The concept of code was central to Bernstein's sociology. From the outset of its use in his work on language (restricted and elaborated codes), code refers to a 'regulative principle which underlies various message systems, especially curriculum and pedagogy' (Atkinson, 1985, p. 136). Curriculum and pedagogy are considered message systems, and with a third system, evaluation, they constitute the structure and processes of school knowledge, transmission and practice. As Bernstein (1973b) noted: 'Curriculum defines what counts as valid knowledge, pedagogy defines what counts as valid transmission of knowledge, and evaluation defines what counts as a valid realization of the knowledge on the part of the taught' (p. 85). Thus, his theory of education must be understood in terms of the concepts of classification, framing and evaluation, and their relationship to the structural aspects of his sociological project.

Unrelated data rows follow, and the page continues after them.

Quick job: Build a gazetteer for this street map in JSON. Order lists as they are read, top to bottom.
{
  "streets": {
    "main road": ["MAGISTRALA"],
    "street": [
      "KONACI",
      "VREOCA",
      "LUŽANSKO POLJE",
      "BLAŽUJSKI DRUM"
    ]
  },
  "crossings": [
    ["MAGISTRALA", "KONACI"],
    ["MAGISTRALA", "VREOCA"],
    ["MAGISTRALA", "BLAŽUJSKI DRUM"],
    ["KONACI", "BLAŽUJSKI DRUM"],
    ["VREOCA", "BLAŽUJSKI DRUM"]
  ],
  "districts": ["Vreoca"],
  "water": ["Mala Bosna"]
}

Following this earlier work on curriculum and pedagogic practice was a detailed analysis of pedagogic discourse that presented a complex analysis of the recontextualization of knowledge through the pedagogic device (see Bernstein, 1990). Bernstein's work on pedagogic discourse was concerned with the production, distribution and reproduction of official knowledge and how this knowledge is related to structurally determined power relations. What is critical is that Bernstein was concerned with more than the description of the production and transmission of knowledge; he was concerned with its consequences for different groups.

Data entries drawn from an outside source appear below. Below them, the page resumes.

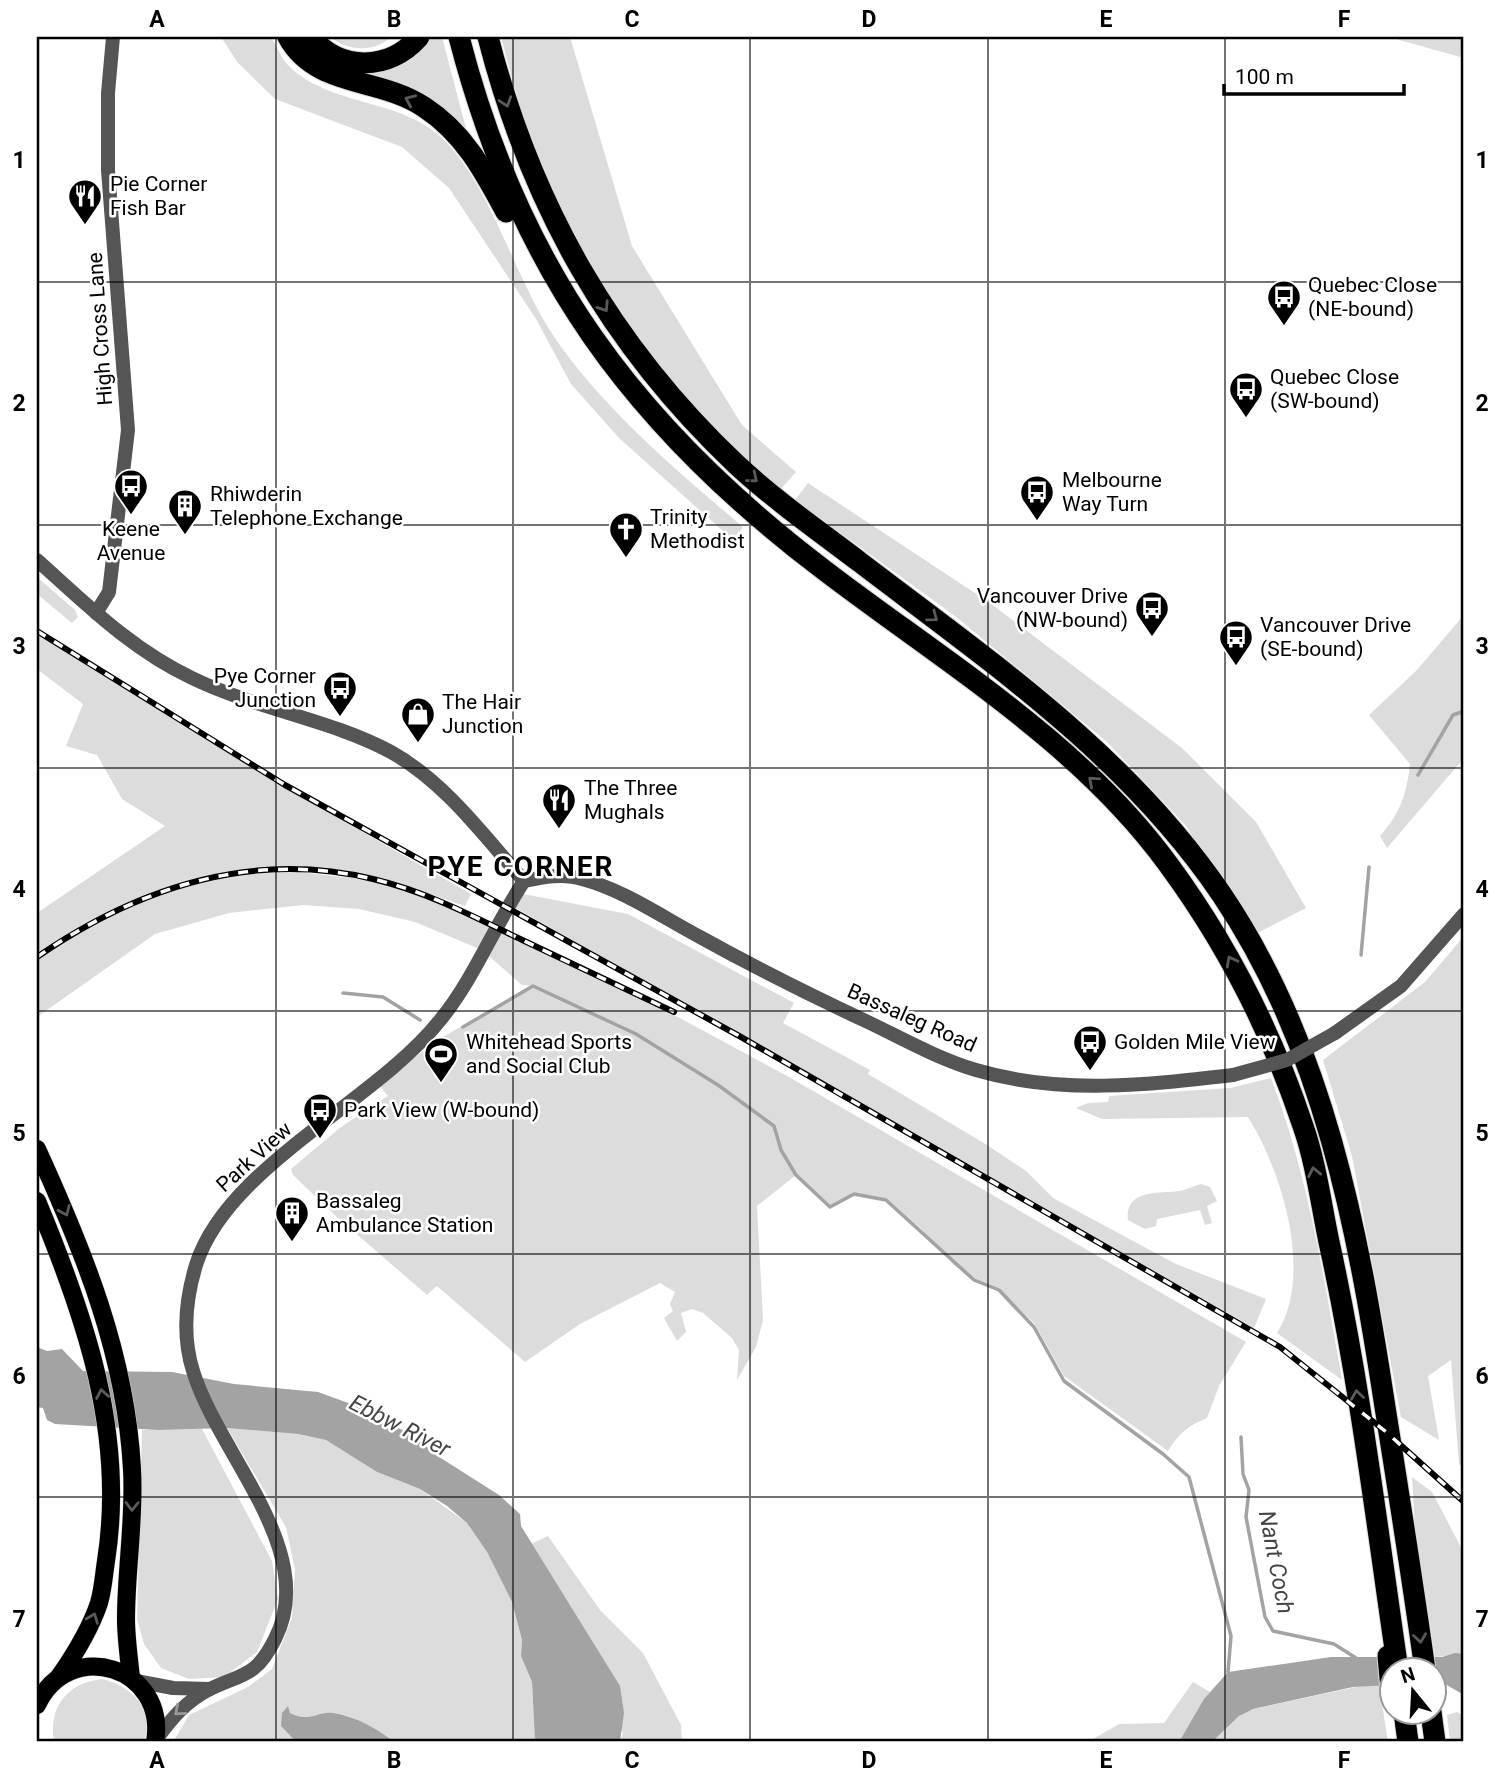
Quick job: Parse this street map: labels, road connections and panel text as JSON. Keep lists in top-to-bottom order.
{
  "streets": {
    "street": ["High Cross Lane", "Bassaleg Road", "Park View"]
  },
  "crossings": [
    ["Bassaleg Road", "Park View"]
  ],
  "districts": ["PYE CORNER"],
  "water": ["Ebbw River", "Nant Coch"],
  "places": {
    "restaurant": ["Pie Corner Fish Bar", "The Three Mughals"],
    "bus stop": [
      "Quebec Close (NE-bound)",
      "Quebec Close (SW-bound)",
      "Keene Avenue",
      "Melbourne Way Turn",
      "Vancouver Drive (NW-bound)",
      "Vancouver Drive (SE-bound)",
      "Pye Corner Junction",
      "Golden Mile View",
      "Park View (W-bound)"
    ],
    "building": ["Rhiwderin Telephone Exchange", "Bassaleg Ambulance Station"],
    "church": ["Trinity Methodist"],
    "shop": ["The Hair Junction"],
    "sports": ["Whitehead Sports and Social Club"]
  },
  "scale_bar": "100 m",
  "north": "top",
  "grid": {
    "columns": [
      "A",
      "B",
      "C",
      "D",
      "E",
      "F"
    ],
    "rows": [
      "1",
      "2",
      "3",
      "4",
      "5",
      "6",
      "7"
    ]
  }
}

Bernstein's analysis of pedagogic practice looked at the process and content of what occurs inside schools. His theory of pedagogic practice examined a series of rules considered both how these rules affect the content to be transmitted and, perhaps more important, how they 'act selectively on those who can successfully acquire it.' From an analysis of these rules, Bernstein examined 'the social class assumptions and consequences of forms of pedagogic practice' (Bernstein, 1990, p. 63). Finally, he applied this theory to conservative/traditional versus progressive/child centred) practices. He differentiated between a pedagogic practice that is dependent on the economic market–that emphasizes vocational education–and another that is independent and autonomous of the market–that is legitimated by the autonomy of knowledge. Bernstein concluded that both, despite their claims to the contrary, would not eliminate the reproduction of class inequalities. Through a consideration of the inner workings of the types of educational practice, Bernstein contributed to a greater understanding of how schools reproduce what they are ideologically committed to eradicating–social–class advantages in schooling and society.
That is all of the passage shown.